## What you should do
Tell me how many lines of the entries below include the string "function", and give only the number.

## Collected data
---+---
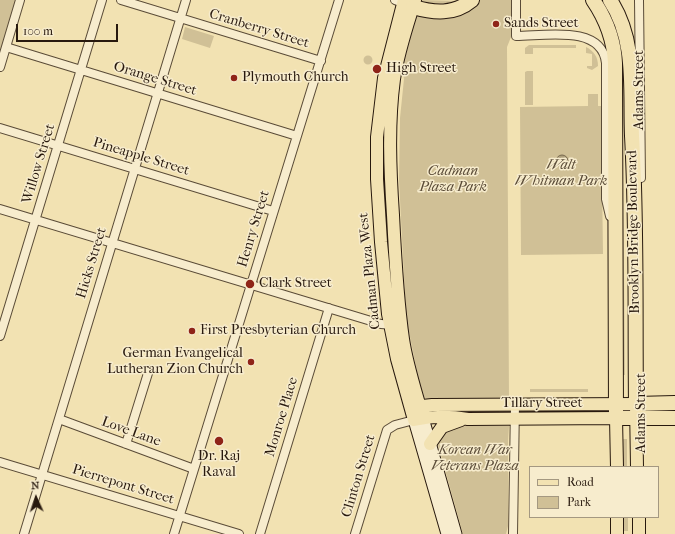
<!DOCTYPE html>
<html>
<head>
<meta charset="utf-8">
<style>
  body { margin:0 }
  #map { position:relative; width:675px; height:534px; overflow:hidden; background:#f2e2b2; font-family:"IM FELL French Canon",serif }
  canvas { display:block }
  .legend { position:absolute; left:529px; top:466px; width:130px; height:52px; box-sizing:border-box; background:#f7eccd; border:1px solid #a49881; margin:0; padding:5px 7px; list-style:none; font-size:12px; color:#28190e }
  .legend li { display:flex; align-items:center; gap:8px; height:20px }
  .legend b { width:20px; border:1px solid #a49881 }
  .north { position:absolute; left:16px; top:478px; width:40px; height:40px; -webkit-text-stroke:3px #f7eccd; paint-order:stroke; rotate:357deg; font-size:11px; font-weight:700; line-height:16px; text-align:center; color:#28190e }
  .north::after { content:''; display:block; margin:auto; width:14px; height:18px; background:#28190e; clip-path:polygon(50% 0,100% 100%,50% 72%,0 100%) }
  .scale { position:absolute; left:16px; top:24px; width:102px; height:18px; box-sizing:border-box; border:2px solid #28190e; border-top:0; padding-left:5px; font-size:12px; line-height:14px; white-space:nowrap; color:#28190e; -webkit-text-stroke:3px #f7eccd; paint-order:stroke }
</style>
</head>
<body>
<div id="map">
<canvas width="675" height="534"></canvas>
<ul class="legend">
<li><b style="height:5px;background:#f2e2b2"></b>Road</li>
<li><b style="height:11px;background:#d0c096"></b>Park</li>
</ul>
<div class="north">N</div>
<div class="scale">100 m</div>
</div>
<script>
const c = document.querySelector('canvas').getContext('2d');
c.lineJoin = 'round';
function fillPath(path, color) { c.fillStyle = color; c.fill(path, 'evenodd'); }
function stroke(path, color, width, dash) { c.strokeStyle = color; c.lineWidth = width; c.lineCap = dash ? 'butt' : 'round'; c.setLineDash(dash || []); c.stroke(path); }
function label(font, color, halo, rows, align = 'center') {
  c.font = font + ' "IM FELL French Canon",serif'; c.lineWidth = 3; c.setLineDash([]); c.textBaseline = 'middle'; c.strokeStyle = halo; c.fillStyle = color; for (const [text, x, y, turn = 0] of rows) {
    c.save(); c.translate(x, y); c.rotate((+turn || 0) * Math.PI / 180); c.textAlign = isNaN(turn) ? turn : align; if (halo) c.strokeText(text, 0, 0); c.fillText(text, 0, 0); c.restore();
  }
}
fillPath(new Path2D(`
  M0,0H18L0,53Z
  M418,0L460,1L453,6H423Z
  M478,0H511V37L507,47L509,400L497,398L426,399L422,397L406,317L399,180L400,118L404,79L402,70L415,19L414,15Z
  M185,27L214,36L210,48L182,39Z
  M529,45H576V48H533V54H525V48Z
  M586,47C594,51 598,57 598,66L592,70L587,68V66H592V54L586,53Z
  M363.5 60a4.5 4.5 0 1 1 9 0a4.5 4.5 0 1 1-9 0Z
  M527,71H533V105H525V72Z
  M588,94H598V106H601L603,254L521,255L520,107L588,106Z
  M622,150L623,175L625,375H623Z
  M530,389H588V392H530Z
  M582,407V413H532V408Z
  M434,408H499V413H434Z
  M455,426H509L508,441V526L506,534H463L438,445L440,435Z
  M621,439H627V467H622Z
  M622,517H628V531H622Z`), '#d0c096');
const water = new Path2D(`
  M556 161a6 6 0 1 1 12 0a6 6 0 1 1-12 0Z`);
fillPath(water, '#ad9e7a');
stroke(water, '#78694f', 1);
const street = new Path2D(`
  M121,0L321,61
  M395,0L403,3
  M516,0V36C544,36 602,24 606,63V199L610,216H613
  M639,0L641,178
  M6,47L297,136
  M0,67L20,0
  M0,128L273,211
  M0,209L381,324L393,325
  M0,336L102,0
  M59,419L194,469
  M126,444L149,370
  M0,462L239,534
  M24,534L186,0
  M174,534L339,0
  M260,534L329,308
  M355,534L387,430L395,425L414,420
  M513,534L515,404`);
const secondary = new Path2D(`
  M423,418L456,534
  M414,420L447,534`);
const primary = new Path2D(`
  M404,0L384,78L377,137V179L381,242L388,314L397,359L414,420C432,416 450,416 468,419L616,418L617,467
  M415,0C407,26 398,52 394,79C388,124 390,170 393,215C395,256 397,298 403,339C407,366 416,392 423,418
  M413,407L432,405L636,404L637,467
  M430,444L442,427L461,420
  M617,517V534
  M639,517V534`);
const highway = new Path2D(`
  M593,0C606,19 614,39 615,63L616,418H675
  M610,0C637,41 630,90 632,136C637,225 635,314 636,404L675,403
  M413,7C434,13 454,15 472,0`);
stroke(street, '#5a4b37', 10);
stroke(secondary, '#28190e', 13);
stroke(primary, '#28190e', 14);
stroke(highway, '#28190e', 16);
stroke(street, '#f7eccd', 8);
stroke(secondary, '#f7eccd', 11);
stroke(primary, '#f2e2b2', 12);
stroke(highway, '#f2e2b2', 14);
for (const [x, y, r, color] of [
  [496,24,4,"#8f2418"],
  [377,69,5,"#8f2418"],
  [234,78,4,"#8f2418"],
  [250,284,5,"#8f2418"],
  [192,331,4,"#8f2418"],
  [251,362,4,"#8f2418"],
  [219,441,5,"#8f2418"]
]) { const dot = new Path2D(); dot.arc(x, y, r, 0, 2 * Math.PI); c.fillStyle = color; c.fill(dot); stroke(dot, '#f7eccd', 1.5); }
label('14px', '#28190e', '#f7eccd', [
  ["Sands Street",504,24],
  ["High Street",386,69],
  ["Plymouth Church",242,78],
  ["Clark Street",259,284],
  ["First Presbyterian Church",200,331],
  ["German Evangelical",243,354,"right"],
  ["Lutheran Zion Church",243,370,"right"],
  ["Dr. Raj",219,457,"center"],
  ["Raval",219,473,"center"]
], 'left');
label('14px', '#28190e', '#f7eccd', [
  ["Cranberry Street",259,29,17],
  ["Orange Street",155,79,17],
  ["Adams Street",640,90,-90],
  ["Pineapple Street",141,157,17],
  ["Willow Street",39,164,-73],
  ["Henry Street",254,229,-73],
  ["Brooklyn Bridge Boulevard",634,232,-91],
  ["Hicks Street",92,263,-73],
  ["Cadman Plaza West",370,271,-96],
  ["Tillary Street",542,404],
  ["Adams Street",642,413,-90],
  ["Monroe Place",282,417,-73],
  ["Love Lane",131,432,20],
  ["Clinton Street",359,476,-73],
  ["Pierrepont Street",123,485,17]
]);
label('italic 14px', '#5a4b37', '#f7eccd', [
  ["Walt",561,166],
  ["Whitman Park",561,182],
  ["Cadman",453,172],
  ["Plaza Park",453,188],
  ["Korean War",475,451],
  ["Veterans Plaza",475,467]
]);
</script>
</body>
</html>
---+---
## Task output
3